Biden tried his best to turn down the volume and offered an ordinary take on foreign policy. On China, he claimed that he’d make China “play by the international rules” and blamed Trump for being friends with “thugs” whilst “poking” America’s friends. Yet none of this matters. The CNN fact checker appeared on Twitter to note that Trump was being even more economical with the truth than in the first debate.
On healthcare and the Supreme Court, he claimed “Obamacare is no good” and explained that he wants to terminate it and replace it with a “much better healthcare”, “a brand new beautiful healthcare”. He has promised this for four years, of course, and it’s still unclear what he means by it.

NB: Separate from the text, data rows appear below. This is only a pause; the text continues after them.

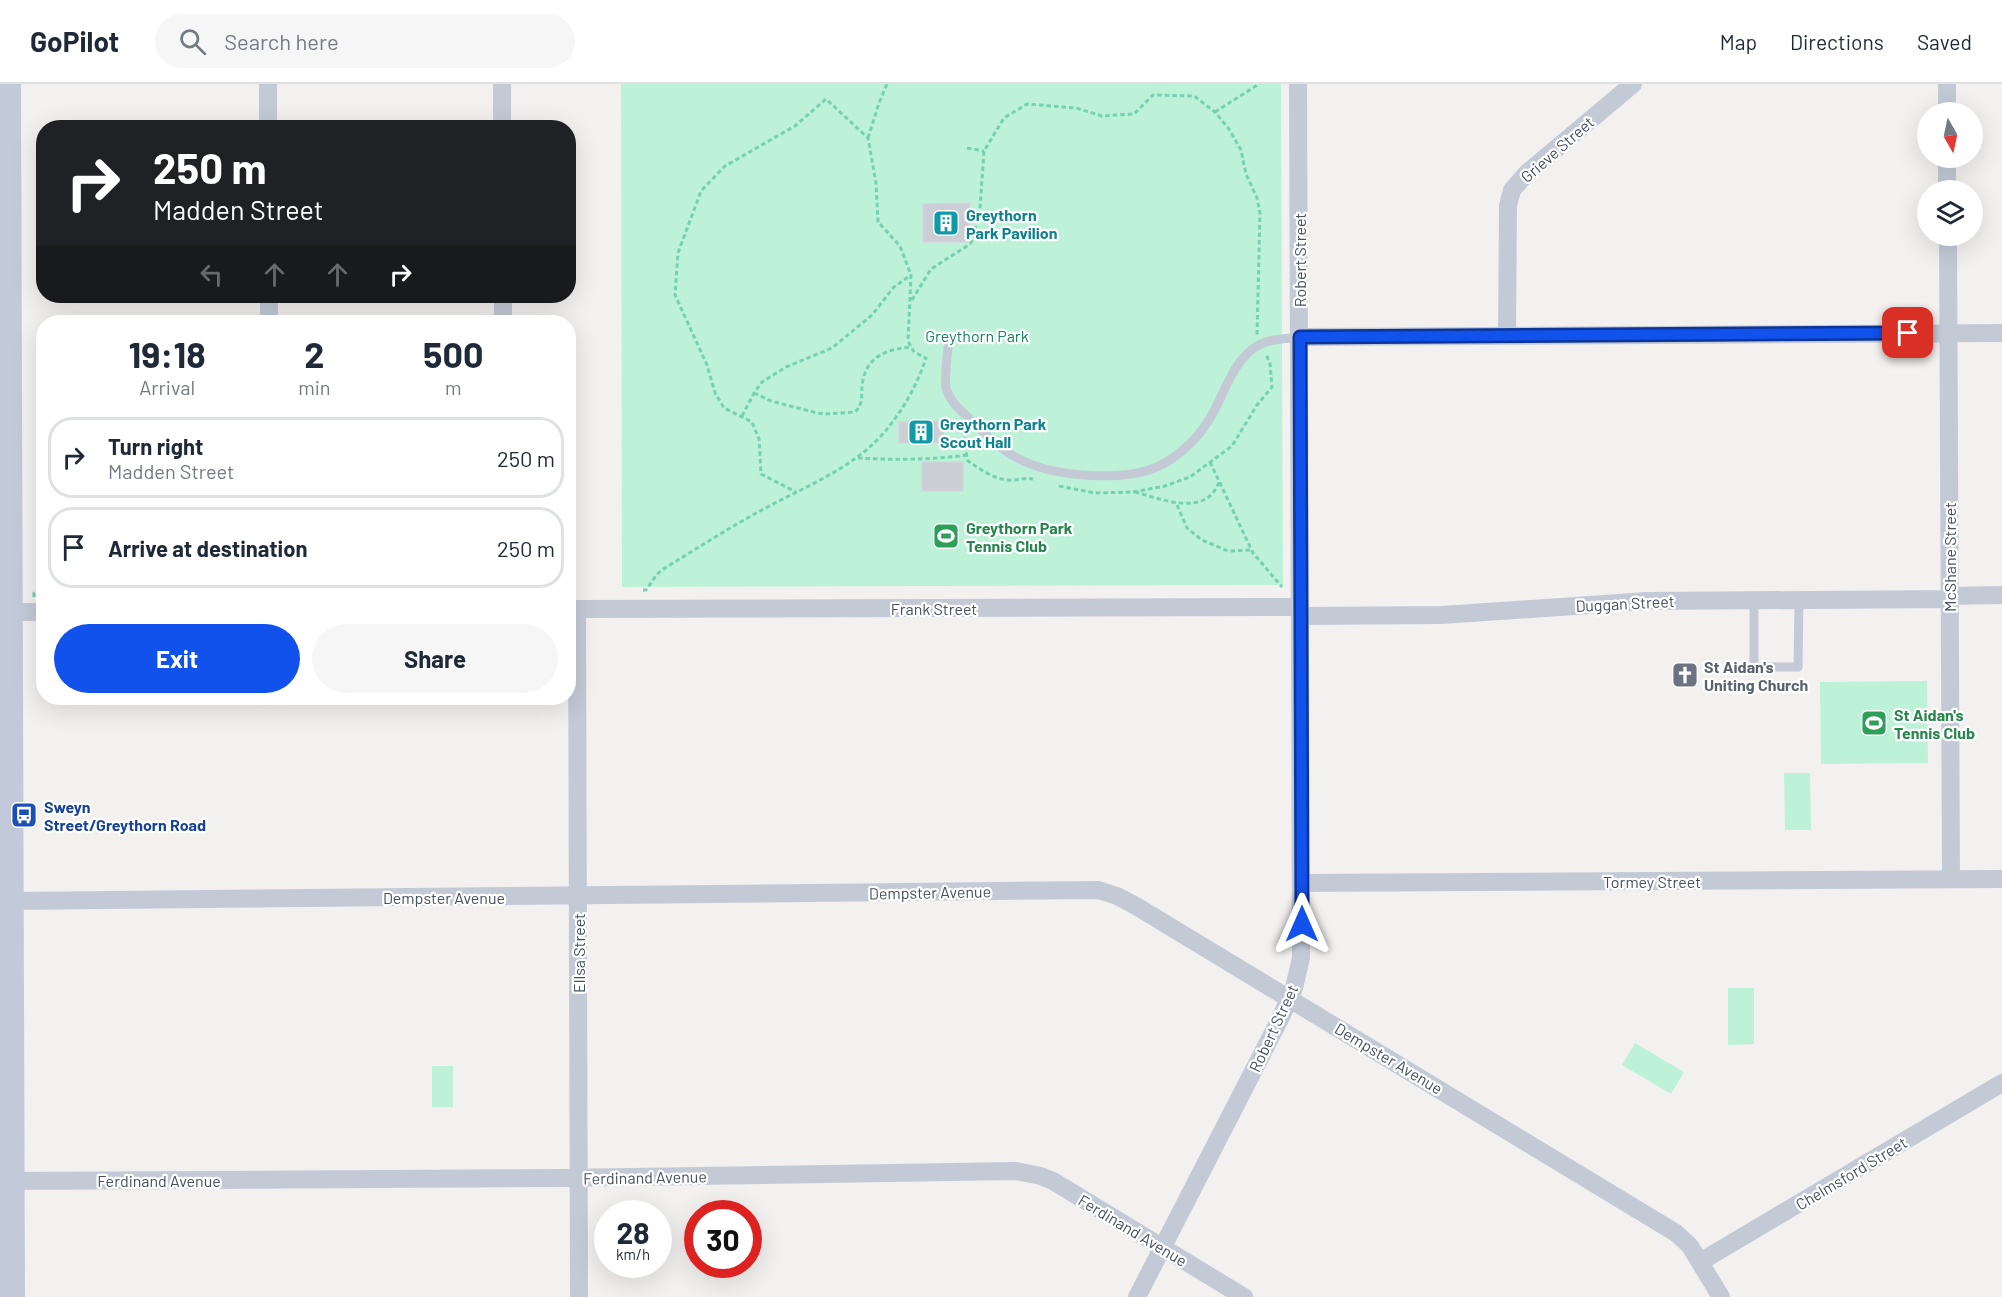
<!DOCTYPE html>
<html lang="en">
<head>
<meta charset="utf-8">
<style>
  :root { --surface:#fff; --page:#f6f6f7; --text:#1f2937; --muted:#747a83; --line:#e0e1e3; --accent:#1151ec }
  body { margin:0; font-family:Barlow,sans-serif; background:var(--page); color:var(--text); height:100vh; display:flex; flex-direction:column; font-size:22px; white-space:nowrap }
  * { box-sizing:border-box; margin:0 }
  p { font-size:20px; color:var(--muted) }
  .icon { flex:none; width:33px; height:33px; fill:none; stroke:currentColor; stroke-width:2; stroke-linecap:round; stroke-linejoin:round }
  .map { position:relative; flex:1; overflow:hidden }
  .side { position:absolute; left:36px; top:231px; width:540px; height:390px; display:flex; flex-direction:column; background:var(--surface); border-radius:24px; box-shadow:0 6px 24px #0002 }
  .side>* { flex:none }
  .banner { position:absolute; left:36px; top:36px; width:540px; height:183px; border-radius:24px; box-shadow:0 6px 24px #0002; background:#202124; color:#fff; overflow:hidden }
  .needle { width:39px; rotate:171deg }
  .tools { position:absolute; left:1917px; top:18px; display:grid; gap:12px }
  .tools a { display:grid; place-items:center; width:66px; height:66px; border-radius:50%; background:var(--surface); box-shadow:0 6px 24px #0002; font-size:30px }
  .speed { position:absolute; left:594px; top:1116px; display:flex; gap:12px; font-size:30px; font-weight:700; text-align:center }
  .speed>* { display:grid; place-content:center; width:78px; height:78px; border-radius:50%; background:var(--surface); box-shadow:0 6px 24px #0002; line-height:1 }
  .speed small { font-size:15px; font-weight:400 }
  .speed .limit { border:9px solid #d22; background:#fff; color:#111 }
  .pin { position:absolute; display:grid; place-items:center; width:51px; height:51px; color:#fff; margin:-26px; border-radius:12px; box-shadow:0 3px 9px #0006 }
  .me { position:absolute; width:66px; margin:-33px; rotate:0deg; stroke-linejoin:round; filter:drop-shadow(0 0 4px #0008) }
  .turn { display:flex; align-items:center; gap:21px; height:126px; padding:0 18px; font-size:27px }
  .turn .icon { width:78px; height:78px; stroke-width:2.5 }
  .turn b { display:block; font-size:42px; line-height:51px }
  .lanes { display:flex; align-items:center; height:57px; padding:0 18px; background:#0003; justify-content:center; gap:30px; direction:ltr }
  .lanes .off { opacity:.35 }
  .eta { display:flex; justify-content:space-evenly; align-items:center; height:102px; text-align:center }
  .eta b { font-size:36px; font-weight:700; line-height:42px }
  .primary-button { display:flex; gap:12px; margin-top:auto; padding:12px 18px }
  .primary-button a { flex:1; height:69px; border-radius:36px; background:var(--accent); color:#fff; font-size:24px; font-weight:700; line-height:69px; text-align:center }
  .primary-button a+a { background:var(--page); color:var(--text) }
  ul { padding:0; list-style:none }
  li { display:flex; align-items:center; gap:18px; height:81px; margin:0 12px 9px; padding:0 6px; border:3px solid var(--line); border-radius:24px }
  li div { flex:1 }
  li b { display:block; font-size:22px }
  li em { font-style:normal }
  header { display:flex; align-items:center; gap:36px; box-sizing:border-box; height:84px; padding:0 30px; background:var(--surface); border-bottom:2px solid var(--line) }
  header strong { font-size:28px }
  nav { display:flex; gap:33px; margin-inline-start:auto; font-size:21px }
  .search { width:420px; height:54px; background:var(--page); display:flex; align-items:center; gap:15px; box-sizing:border-box; padding:0 21px; border-radius:33px; color:var(--muted); font-size:22px }
  .map>svg:first-child { display:block }
  .green { fill:#bdf2d9 }
  .building { fill:#ccced6; stroke:#d4d5dc; stroke-width:1.5 }
  .lines { fill:none; stroke-linecap:round; stroke-linejoin:round }
  .path { stroke:#74d1b1; stroke-width:3; stroke-dasharray:4.5 3; stroke-linecap:butt }
  .lane { stroke:#c3cad6; stroke-width:9 }
  .street { stroke:#c3cad6; stroke-width:18 }
  .secondary { stroke:#c2cada; stroke-width:26 }
  .route-casing { stroke:#0b3599; stroke-width:15 }
  .route { stroke:#1151ec; stroke-width:10 }
  .labels { text-anchor:middle; dominant-baseline:central; stroke-width:4.5; stroke-linejoin:round; paint-order:stroke }
  .street-label { font-size:16px; fill:#47505f; stroke:#fff }
  .culture-label { font-size:16px; font-weight:bold; fill:#0d838f; stroke:#fff; text-anchor:start }
  .park-label { font-size:16px; fill:#13855d; stroke:#fff }
  .leisure-label { font-size:16px; font-weight:bold; fill:#27864d; stroke:#fff; text-anchor:start }
  .worship-label { font-size:16px; font-weight:bold; fill:#5b616d; stroke:#fff; text-anchor:start }
  .transit-label { font-size:16px; font-weight:bold; fill:#164399; stroke:#fff; text-anchor:start }
</style>
</head>
<body>
<header>
<strong>GoPilot</strong>
<div class="search"><svg class="icon" aria-label="search" viewBox="0 0 24 24"><circle cx="10" cy="10" r="6"/><path d="M15 15l6 6"/></svg>Search here</div>
<nav><a>Map</a><a>Directions</a><a>Saved</a></nav>
</header>
<div class="map">
<svg width="2002" height="1213" viewBox="0 0 2002 1213">
  <rect width="100%" height="100%" fill="#f3f1f0"/>
  <path class="green" d="M621,0h660l2,501 -661,2z
    M1927,597l1,82 -107,1 -1,-82z
    M1784,689h26l1,57h-26z
    M1728,904h26v56l-26,1z
    M1635,959l49,29 -13,22 -49,-29z
    M432,982h21v41h-21z"/>
  <path class="building" d="M970,119v39h-47v-38z
    M943,337l1,21 -45,1v-21z
    M922,378h41v29h-41z"/>
  <g class="lines">
    <path class="path" d="M1215,28l44,-28
      M868,54l11,-35 8,-19
      M967,64l17,3
      M912,216l19,-31 39,-25 2,-3 8,-33 4,-57 20,-33 23,-14 49,4 26,8 32,-2 19,-19 41,1 21,16 14,17 12,21 5,24 11,24 3,15 -3,122
      M754,309l17,8 46,12 8,1 30,-2c10,-9 5,-20 8,-32 5,-25 26,-31 48,-33
      M742,332l12,-23 8,-11 24,-15 46,-19 40,-33 22,-28 17,-12
      M964,346l1,18 3,13c12,8 25,18 40,19 9,1 16,-3 25,-1
      M858,374c36,2 72,2 109,-3
      M1210,378l43,91 29,34
      M1059,402l36,7 38,-1 32,-6 25,-9 42,-31 25,-41 15,-18 -2,-23 -4,-10
      M1135,408c26,7 71,26 84,-10
      M1177,421l10,23 15,12 26,11 24,-1
      M643,506h3l11,-16 8,-6c31,-19 62,-39 95,-57 31,-17 67,-32 96,-53 33,-23 58,-63 70,-100l-12,-6 -6,-11 3,-66 -11,-29 -22,-24 -2,-39 -8,-45 -42,-39 -31,27 -70,40 -24,25 -23,62 -3,42 32,70 8,28 9,15 28,14 7,17 2,35 35,18
      M34,513v-4h10"/>
    <path class="lane" d="M949,254c-1,12 -5,40 -3,50 4,14 15,23 25,32 14,14 31,31 50,40 35,17 108,23 142,4 17,-10 33,-24 44,-41 17,-25 24,-63 52,-78 12,-7 28,-6 41,-8
      M1754,516v67h44l1,-67"/>
    <path class="street" d="M268,0v44
      M502,0v44
      M1947,0v28
      M1947,74v32
      M1948,152l3,643
      M269,212v26
      M503,212v26
      M1507,252l1,-130 4,-16 15,-17 106,-89
      M1300,253l702,-4
      M1949,512l53,-1
      M568,525l732,-2
      M577,525l2,688
      M11,528h33
      M1300,532l142,-1 205,-14 302,-2
      M1301,799l701,-4
      M11,817l1087,-11 19,6 19,10 540,327 14,13 31,51
      M2,1097l562,-3 452,-7 25,5 12,5 191,116
      M1700,1178l302,-179
      M1137,1213l143,-278 14,-31 7,-30 -3,-874"/>
    <path class="secondary" d="M8,0l4,1213"/>
  </g>
  <g class="lines">
    <defs>
      <path id="route" d="M1302,840l-2,-587 608,-4"/>
    </defs>
    <use href="#route" class="route-casing"/>
    <use href="#route" class="route"/>
  </g>
  <defs>
    <symbol id="building-square" viewBox="-11 -11 22 22"><rect x="-9" y="-9" width="18" height="18" rx="4" fill="#0f9aa8" stroke="#fff"/><path d="M-4-6H4V6H1V3H-1V6H-4ZM-2.5-4.3h1.7v1.8h-1.7ZM.8-4.3h1.7v1.8H.8ZM-2.5-1h1.7V.8h-1.7ZM.8-1h1.7V.8H.8Z" fill="#fff"/></symbol>
    <symbol id="stadium-square" viewBox="-11 -11 22 22"><rect x="-9" y="-9" width="18" height="18" rx="4" fill="#2e9e5b" stroke="#fff"/><path d="M0-5a6.5 5 0 1 0 0 10a6.5 5 0 1 0 0-10ZM-3.5-1.8h7v3.6h-7Z" fill="#fff"/></symbol>
    <symbol id="church-square" viewBox="-11 -11 22 22"><rect x="-9" y="-9" width="18" height="18" rx="4" fill="#6b7280" stroke="#fff"/><path d="M-1.2-6h2.4v3.5h3.3v2.4h-3.3V6h-2.4V-.1h-3.3v-2.4h3.3Z" fill="#fff"/></symbol>
    <symbol id="bus-square" viewBox="-11 -11 22 22"><rect x="-9" y="-9" width="18" height="18" rx="4" fill="#1a4fb4" stroke="#fff"/><path d="M-5-6H5V4H4V6H2V4H-2V6H-4V4H-5ZM-3.5-4V0h7V-4ZM-3.5 1.2v1.5H-2V1.2ZM2 1.2v1.5H3.5V1.2Z" fill="#fff"/></symbol>
  </defs>
  <g fill-rule="evenodd">
    <use href="#building-square" x="931" y="124" width="30" height="30"/>
    <use href="#building-square" x="906" y="333" width="30" height="30"/>
    <use href="#stadium-square" x="931" y="437" width="30" height="30"/>
    <use href="#church-square" x="1670" y="576" width="30" height="30"/>
    <use href="#stadium-square" x="1859" y="624" width="30" height="30"/>
    <use href="#bus-square" x="9" y="716" width="30" height="30"/>
  </g>
  <g class="labels">
    <g class="street-label">
      <text transform="translate(1557 65) rotate(-41)">Grieve Street</text>
      <text transform="translate(1299 176) rotate(-90)">Robert Street</text>
      <text transform="translate(1949 473) rotate(-90)">McShane Street</text>
      <text transform="translate(1625 519) rotate(-3)">Duggan Street</text>
      <text x="934" y="524">Frank Street</text>
      <text x="1652" y="797">Tormey Street</text>
      <text transform="translate(930 808) rotate(-1)">Dempster Avenue</text>
      <text x="444" y="813">Dempster Avenue</text>
      <text transform="translate(578 869) rotate(-90)">Ellsa Street</text>
      <text transform="translate(1273 944) rotate(-65)">Robert Street</text>
      <text transform="translate(1389 974) rotate(31)">Dempster Avenue</text>
      <text transform="translate(1851 1089) rotate(-31)">Chelmsford Street</text>
      <text transform="translate(645 1093) rotate(-1)">Ferdinand Avenue</text>
      <text x="159" y="1096">Ferdinand Avenue</text>
      <text transform="translate(1133 1146) rotate(31)">Ferdinand Avenue</text>
    </g>
    <g class="culture-label">
      <text x="966" y="130">Greythorn<tspan x="966" dy="18">Park Pavilion</tspan></text>
      <text x="940" y="339">Greythorn Park<tspan x="940" dy="18">Scout Hall</tspan></text>
    </g>
    <g class="park-label">
      <text x="977" y="251">Greythorn Park</text>
    </g>
    <g class="leisure-label">
      <text x="966" y="443">Greythorn Park<tspan x="966" dy="18">Tennis Club</tspan></text>
      <text x="1894" y="630">St Aidan's<tspan x="1894" dy="18">Tennis Club</tspan></text>
    </g>
    <g class="worship-label">
      <text x="1704" y="582">St Aidan's<tspan x="1704" dy="18">Uniting Church</tspan></text>
    </g>
    <g class="transit-label">
      <text x="44" y="722">Sweyn<tspan x="44" dy="18">Street/Greythorn Road</tspan></text>
    </g>
  </g>
</svg>
<div class="tools">
<a><svg class="needle" viewBox="-14 -14 28 28"><path d="M0-13l5 13h-10z" fill="#e53935"/><path d="M0 13l5-13h-10z" fill="#747a83"/></svg></a>
<a><svg class="icon" aria-label="layers" viewBox="0 0 24 24"><path d="M12 4l9 5-9 5-9-5zM3 14l9 5 9-5"/></svg></a>
</div>
<div class="speed"><div>28<small>km/h</small></div><div class="limit">30</div></div>
<div class="pin" style="left:1908px;top:249px;background:#d93025"><svg class="icon" aria-label="arrive" viewBox="0 0 24 24"><path d="M6 21V4h12l-3 4 3 4H6"/></svg></div>
<svg class="me" style="left:1302px;top:840px" viewBox="-20 -20 40 40"><path d="M0-17L14 15 0 8-14 15z" fill="#1151ec" stroke="#fff" stroke-width="4"/></svg>
<div class="banner">
<div class="turn"><svg class="icon" aria-label="right" viewBox="0 0 24 24"><path d="M7 20v-9h11M14 6l5 5-5 5"/></svg><div><b>250 m</b>Madden Street</div></div>
<div class="lanes"><svg class="icon off" aria-label="left" viewBox="0 0 24 24"><path d="M17 20v-9H6M10 6l-5 5 5 5"/></svg><svg class="icon off" aria-label="ahead" viewBox="0 0 24 24"><path d="M12 20V5M6 11l6-6 6 6"/></svg><svg class="icon off" aria-label="ahead" viewBox="0 0 24 24"><path d="M12 20V5M6 11l6-6 6 6"/></svg><svg class="icon" aria-label="right" viewBox="0 0 24 24"><path d="M7 20v-9h11M14 6l5 5-5 5"/></svg></div>
</div>
<section class="side">
<div class="eta">
<div><b>19:18</b><p>Arrival</p></div>
<div><b>2</b><p>min</p></div>
<div><b>500</b><p>m</p></div>
</div>
<ul>
<li><svg class="icon" aria-label="right" viewBox="0 0 24 24"><path d="M7 20v-9h11M14 6l5 5-5 5"/></svg><div><b>Turn right</b><p>Madden Street</p></div><em>250 m</em></li>
<li><svg class="icon" aria-label="arrive" viewBox="0 0 24 24"><path d="M6 21V4h12l-3 4 3 4H6"/></svg><div><b>Arrive at destination</b></div><em>250 m</em></li>
</ul>
<div class="primary-button"><a>Exit</a><a>Share</a></div>
</section>
</div>
</body>
</html>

Biden offers “Bidencare”, which is “Obamacare with a public option”, reiterating his moderate credentials by pointing out that this is why won the nomination. “I support private insurance,” he offered, perhaps naively, however, if he thinks people will walk away from the debate remembering a single policy.
On immigration, Trump denied separating children at the border. He instead blamed the “coyotes” who, he says, bring in the children alone. Biden said the children were with parents. It “violates every notion of who we are as a nation.”
And then we had what was perhaps Trump’s biggest gaffe of the night. In talking about immigration, he stated that only immigrants with the “lowest IQ” turn up for their interviews. For a politician seeking to broaden his appeal among immigrant communities, it was an unmistakeable blunder. It’s also unlikely to impress the suburban women voters who remain the key to his re-election. Trump’s lack of empathy was showing. He is so obsessed with himself that he seems incapable of realising how often he insults his audience. “I am the least racist person in this room” he claimed repeatedly, effectively telling everybody in the room that they are racist to some degree.
It was in the middle of this rant, in which Trump claimed to be only second to Abraham Lincoln in terms of race relations, that Joe Biden audibly groaned “Oh God”. The moment sums up the entire evening and, perhaps, expresses something that many Americans are now feeling about this election.
Biden tried hard to prove himself up to the task of standing up to the President but POTUS 45 refuses to be constrained by logic, facts, or even common decency. His is an unstoppable force powered by ego, id, or something that even Freud would struggle to define. Biden – looking human in scale – was reduced to grinning, laughing, rolling his eyes, and other theatrics that will have played well among his supporters and that ultimately is key.
If you wanted proof that Trump is a bully, you had it. If you wanted to see how hesitant Biden can be, you had it. If you wanted to see Trump as a strong man, the evidence was here. If you wanted to prove to yourself that Biden offers a more empathetic form of presidency, then you had your proof. Nothing changed. Convictions were only hardened.